#### Input data:
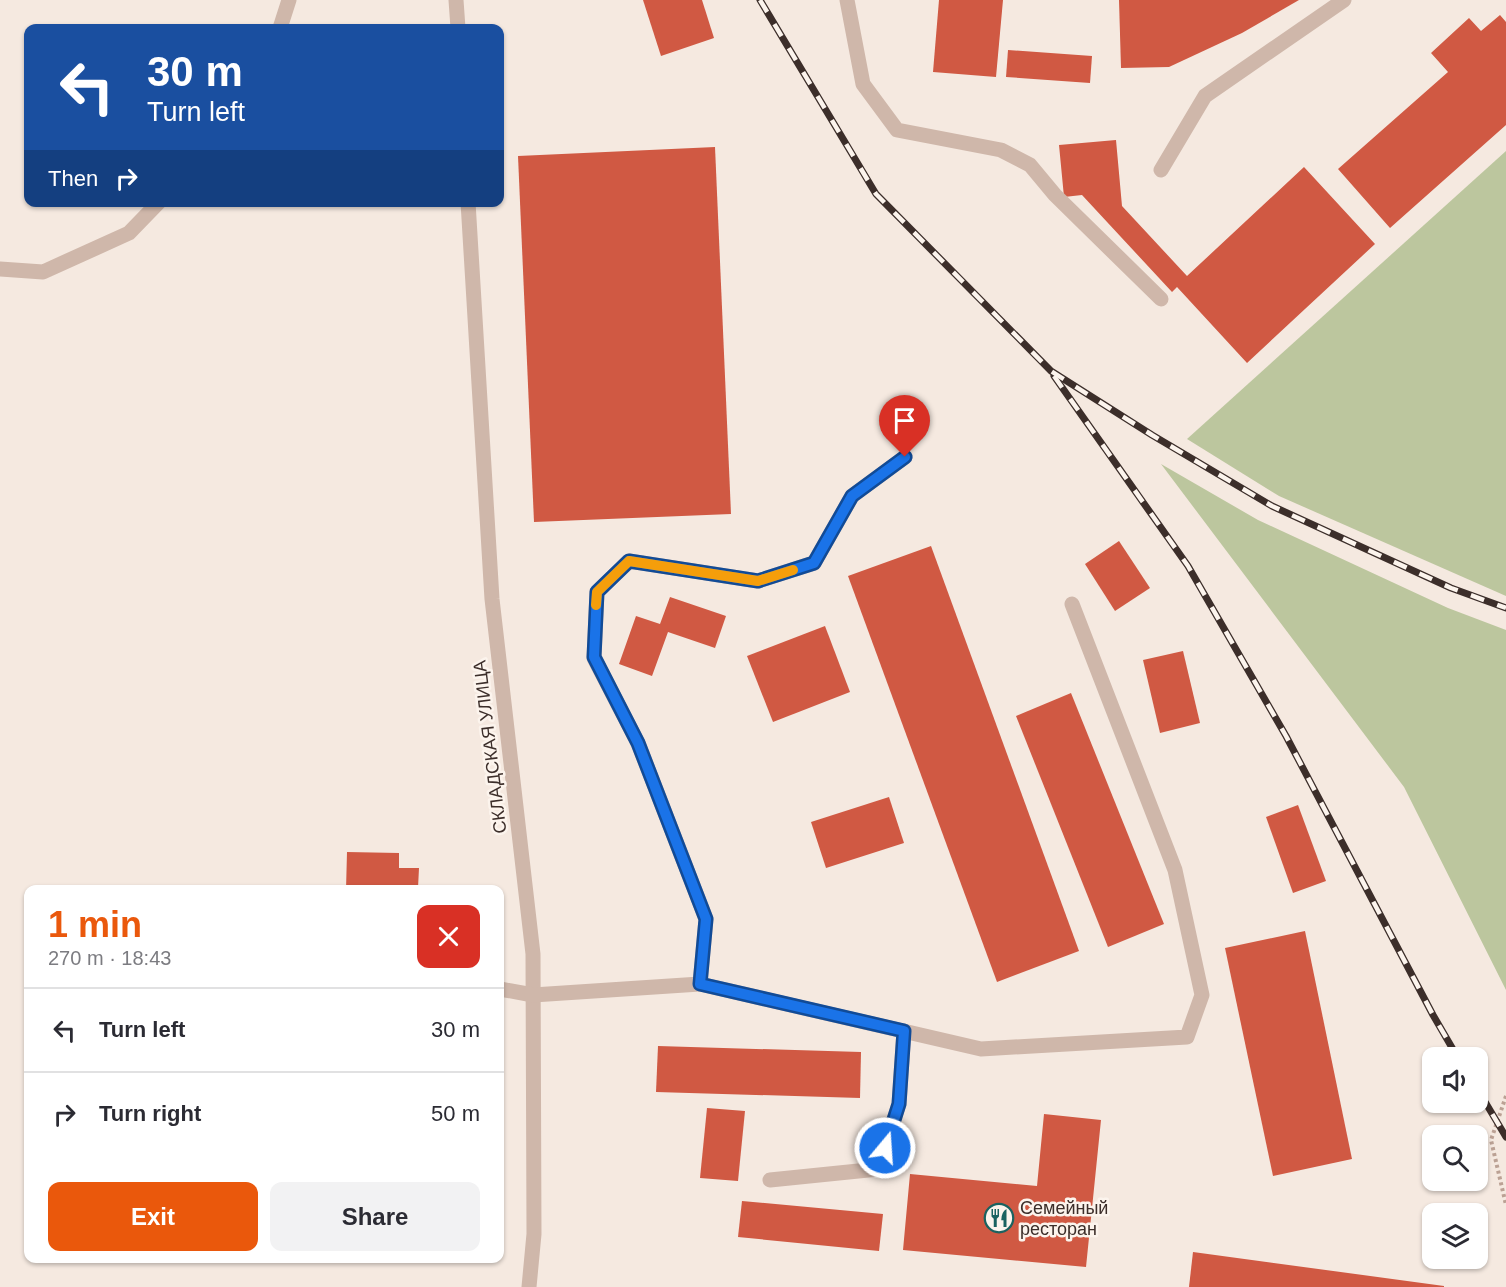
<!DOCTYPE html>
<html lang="en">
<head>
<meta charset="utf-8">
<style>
	body { margin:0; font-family:Arial,sans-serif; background:#f2f2f3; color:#2b2b33; height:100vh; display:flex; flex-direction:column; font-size:22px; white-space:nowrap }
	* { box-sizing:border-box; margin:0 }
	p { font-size:20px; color:#7c7c81 }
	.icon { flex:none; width:33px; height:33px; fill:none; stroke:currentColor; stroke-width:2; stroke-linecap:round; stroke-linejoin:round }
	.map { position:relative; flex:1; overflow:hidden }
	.side { position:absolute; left:24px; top:885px; width:480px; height:378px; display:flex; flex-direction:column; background:#fff; border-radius:12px; box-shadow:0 2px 4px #0004 }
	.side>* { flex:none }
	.hud { position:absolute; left:24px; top:24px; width:480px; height:183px; border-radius:12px; box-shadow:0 2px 4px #0004; background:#1a4fa0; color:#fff; overflow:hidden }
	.fabs { position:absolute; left:1422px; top:1047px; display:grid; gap:12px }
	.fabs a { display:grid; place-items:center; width:66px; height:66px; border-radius:12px; background:#fff; box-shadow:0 2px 4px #0004; font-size:30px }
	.pin { position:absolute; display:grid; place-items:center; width:51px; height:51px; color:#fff; margin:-62px -26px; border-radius:50% 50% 50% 0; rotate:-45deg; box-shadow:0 0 6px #0007 }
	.pin .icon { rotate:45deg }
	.me { position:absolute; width:66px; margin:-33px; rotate:18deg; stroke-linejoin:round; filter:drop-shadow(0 0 4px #0008) }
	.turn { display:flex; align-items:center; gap:21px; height:126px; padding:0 24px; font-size:27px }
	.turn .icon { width:78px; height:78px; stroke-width:2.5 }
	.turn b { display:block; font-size:42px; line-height:51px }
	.then { display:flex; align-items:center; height:57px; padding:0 24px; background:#0003; gap:12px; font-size:22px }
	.round { display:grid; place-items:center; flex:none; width:63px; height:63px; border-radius:12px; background:#f2f2f3 }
	.overview { display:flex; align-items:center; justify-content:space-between; height:102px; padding:0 24px }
	h1 { font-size:36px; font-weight:800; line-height:45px; color:#ea580c }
	.cta { display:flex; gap:12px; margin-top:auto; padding:12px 24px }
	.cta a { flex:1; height:69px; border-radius:12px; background:#ea580c; color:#fff; font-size:24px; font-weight:800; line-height:69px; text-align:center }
	.cta a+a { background:#f2f2f3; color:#2b2b33 }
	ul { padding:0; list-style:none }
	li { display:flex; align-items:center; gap:18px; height:84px; padding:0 24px; border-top:2px solid #e1e1e2 }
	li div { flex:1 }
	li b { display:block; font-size:22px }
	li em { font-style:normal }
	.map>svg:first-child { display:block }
</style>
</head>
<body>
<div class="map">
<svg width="1506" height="1287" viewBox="0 0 1506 1287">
	<rect width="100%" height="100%" fill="#f5e9e0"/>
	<g fill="#bcc69e">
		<polygon points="1506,151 1506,596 1279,496 1187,439"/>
		<polygon points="1161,464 1258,520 1448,608 1506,630 1506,990 1404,787"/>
	</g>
	<g fill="#d05943">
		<polygon points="643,0 702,0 714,38 661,56"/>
		<polygon points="939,0 1003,0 996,77 933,72"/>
		<polygon points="1119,0 1299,0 1242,33 1169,67 1121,68"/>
		<polygon points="1500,15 1506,22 1506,125 1390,228 1338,169 1448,72 1431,53 1469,18 1481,31"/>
		<polygon points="1008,50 1092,56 1090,83 1006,77"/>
		<polygon points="1116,140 1122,206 1187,276 1304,167 1375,244 1247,363 1177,287 1172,292 1082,195 1064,197 1059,145"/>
		<polygon points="715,147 731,514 534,522 518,156"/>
		<polygon points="1119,541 1150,588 1115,611 1085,564"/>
		<polygon points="931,546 1079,951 997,982 848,576"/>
		<polygon points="670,597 726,616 715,648 668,632 652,676 619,664 636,616 660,624"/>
		<polygon points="825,626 850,692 773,722 747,656"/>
		<polygon points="1183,651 1200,723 1160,733 1143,660"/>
		<polygon points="1071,693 1164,924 1108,947 1016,716"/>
		<polygon points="889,797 904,843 826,868 811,822"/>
		<polygon points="1298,805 1326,881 1293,893 1266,817"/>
		<polygon points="347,852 399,853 399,868 419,868 418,888 346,890"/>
		<polygon points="1305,931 1352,1159 1273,1176 1225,948"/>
		<polygon points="658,1046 861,1052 860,1098 656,1092"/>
		<polygon points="707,1108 745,1111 738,1181 700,1178"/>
		<polygon points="1044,1114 1101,1120 1086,1267 903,1250 910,1174 1037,1186"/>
		<polygon points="742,1201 883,1214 879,1251 738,1237"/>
		<polygon points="1193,1252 1444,1286 1444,1287 1189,1287"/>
	</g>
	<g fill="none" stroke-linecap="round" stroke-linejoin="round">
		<polyline stroke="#bba194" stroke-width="4" stroke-dasharray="3 3" stroke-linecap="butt" points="1506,1096 1491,1140 1506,1205"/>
		<g stroke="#cfb7aa" stroke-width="15">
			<polyline points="456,0 458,28"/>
			<polyline points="847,0 863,84 897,130 1001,150 1030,165 1055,195 1161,299"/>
			<polyline points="280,28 289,0"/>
			<polyline points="1161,170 1205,96 1344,0"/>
			<polyline points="468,202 492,599 533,954 534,1234 529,1287"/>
			<polyline points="0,269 43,272 129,233 159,202"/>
			<polyline points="700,984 981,1049 1187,1037 1202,995 1175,870 1072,604"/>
			<polyline points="500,989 533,995 700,984 706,919 638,743 594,658 597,592 629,561 758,581 814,563 852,496 905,457"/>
			<polyline points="770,1180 878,1169 899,1104 904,1031"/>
		</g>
		<g stroke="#3c2e2a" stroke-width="7">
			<g id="rail">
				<polyline points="760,0 876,194 1051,371 1152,435 1272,506 1451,588 1506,608"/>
				<polyline points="1054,376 1188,566 1286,736 1433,1015 1458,1058"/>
				<polyline points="1478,1090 1506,1137"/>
			</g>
		</g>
		<use href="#rail" stroke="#fcf4ed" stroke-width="4.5" stroke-dasharray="14" stroke-linecap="butt"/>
	</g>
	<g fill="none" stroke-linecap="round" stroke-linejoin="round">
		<g stroke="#114b97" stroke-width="15">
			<polyline id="route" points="885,1148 899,1104 904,1031 700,984 706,919 638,743 594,657 597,592 629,561 758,581 814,563 852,496 905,457"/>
		</g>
		<use href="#route" stroke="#1a73e8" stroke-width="10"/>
		<polyline stroke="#f59e0b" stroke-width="10" points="596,605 597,592 629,561 758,581 793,570"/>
	</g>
	<defs>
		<g id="restaurant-ring" transform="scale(1.5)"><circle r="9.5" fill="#fcf4ed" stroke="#1b6260" stroke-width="1.5"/><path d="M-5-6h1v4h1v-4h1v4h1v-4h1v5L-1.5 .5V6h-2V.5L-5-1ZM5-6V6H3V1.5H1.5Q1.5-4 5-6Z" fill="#1b6260"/></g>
	</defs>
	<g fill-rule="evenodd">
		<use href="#restaurant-ring" x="999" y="1218"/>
	</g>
	<g text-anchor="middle" stroke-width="5" stroke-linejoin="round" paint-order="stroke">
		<g font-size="18" fill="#3c2e2a" stroke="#fcf4ed">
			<text transform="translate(490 747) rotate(-97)" y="6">СКЛАДСКАЯ УЛИЦА</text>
		</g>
		<g font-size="18" fill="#3c2e2a" stroke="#fcf4ed" text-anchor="start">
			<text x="1020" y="1214">Семейный<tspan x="1020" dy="21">ресторан</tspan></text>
		</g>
	</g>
</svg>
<div class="fabs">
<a><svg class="icon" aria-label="sound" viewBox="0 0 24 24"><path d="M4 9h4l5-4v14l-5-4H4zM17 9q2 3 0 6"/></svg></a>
<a><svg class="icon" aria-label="search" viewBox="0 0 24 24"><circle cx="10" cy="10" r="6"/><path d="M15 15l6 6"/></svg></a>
<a><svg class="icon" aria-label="layers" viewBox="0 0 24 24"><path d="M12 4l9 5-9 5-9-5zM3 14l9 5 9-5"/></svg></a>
</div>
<div class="pin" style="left:905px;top:457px;background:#d93025"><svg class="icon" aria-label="arrive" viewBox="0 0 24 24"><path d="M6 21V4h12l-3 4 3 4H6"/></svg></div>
<svg class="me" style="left:885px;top:1148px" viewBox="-20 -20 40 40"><circle r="17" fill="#1a73e8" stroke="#fff" stroke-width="3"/><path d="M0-11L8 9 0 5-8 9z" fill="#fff"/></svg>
<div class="hud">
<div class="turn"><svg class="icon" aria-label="left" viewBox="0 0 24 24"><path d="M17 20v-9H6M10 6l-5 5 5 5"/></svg><div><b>30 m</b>Turn left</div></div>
<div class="then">Then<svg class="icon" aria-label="right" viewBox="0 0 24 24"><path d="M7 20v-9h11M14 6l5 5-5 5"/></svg></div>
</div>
<section class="side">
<div class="overview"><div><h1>1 min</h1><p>270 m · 18:43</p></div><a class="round" style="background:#d93025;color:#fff"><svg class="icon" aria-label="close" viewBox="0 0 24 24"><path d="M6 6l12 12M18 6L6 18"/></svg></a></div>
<ul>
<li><svg class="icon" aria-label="left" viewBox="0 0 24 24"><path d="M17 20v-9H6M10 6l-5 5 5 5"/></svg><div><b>Turn left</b></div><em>30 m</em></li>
<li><svg class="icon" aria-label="right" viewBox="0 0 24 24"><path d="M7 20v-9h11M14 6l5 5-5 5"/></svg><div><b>Turn right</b></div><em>50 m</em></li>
</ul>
<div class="cta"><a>Exit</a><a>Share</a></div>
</section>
</div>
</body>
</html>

#### Assignment:
Once you find the line with "display:grid; place-items:center; width:66px;" above, print it and every line after it up to and including the line with "display:flex; align-items:center; height:57px;", exactly as written and nothing else.

#### Your response:
	.fabs a { display:grid; place-items:center; width:66px; height:66px; border-radius:12px; background:#fff; box-shadow:0 2px 4px #0004; font-size:30px }
	.pin { position:absolute; display:grid; place-items:center; width:51px; height:51px; color:#fff; margin:-62px -26px; border-radius:50% 50% 50% 0; rotate:-45deg; box-shadow:0 0 6px #0007 }
	.pin .icon { rotate:45deg }
	.me { position:absolute; width:66px; margin:-33px; rotate:18deg; stroke-linejoin:round; filter:drop-shadow(0 0 4px #0008) }
	.turn { display:flex; align-items:center; gap:21px; height:126px; padding:0 24px; font-size:27px }
	.turn .icon { width:78px; height:78px; stroke-width:2.5 }
	.turn b { display:block; font-size:42px; line-height:51px }
	.then { display:flex; align-items:center; height:57px; padding:0 24px; background:#0003; gap:12px; font-size:22px }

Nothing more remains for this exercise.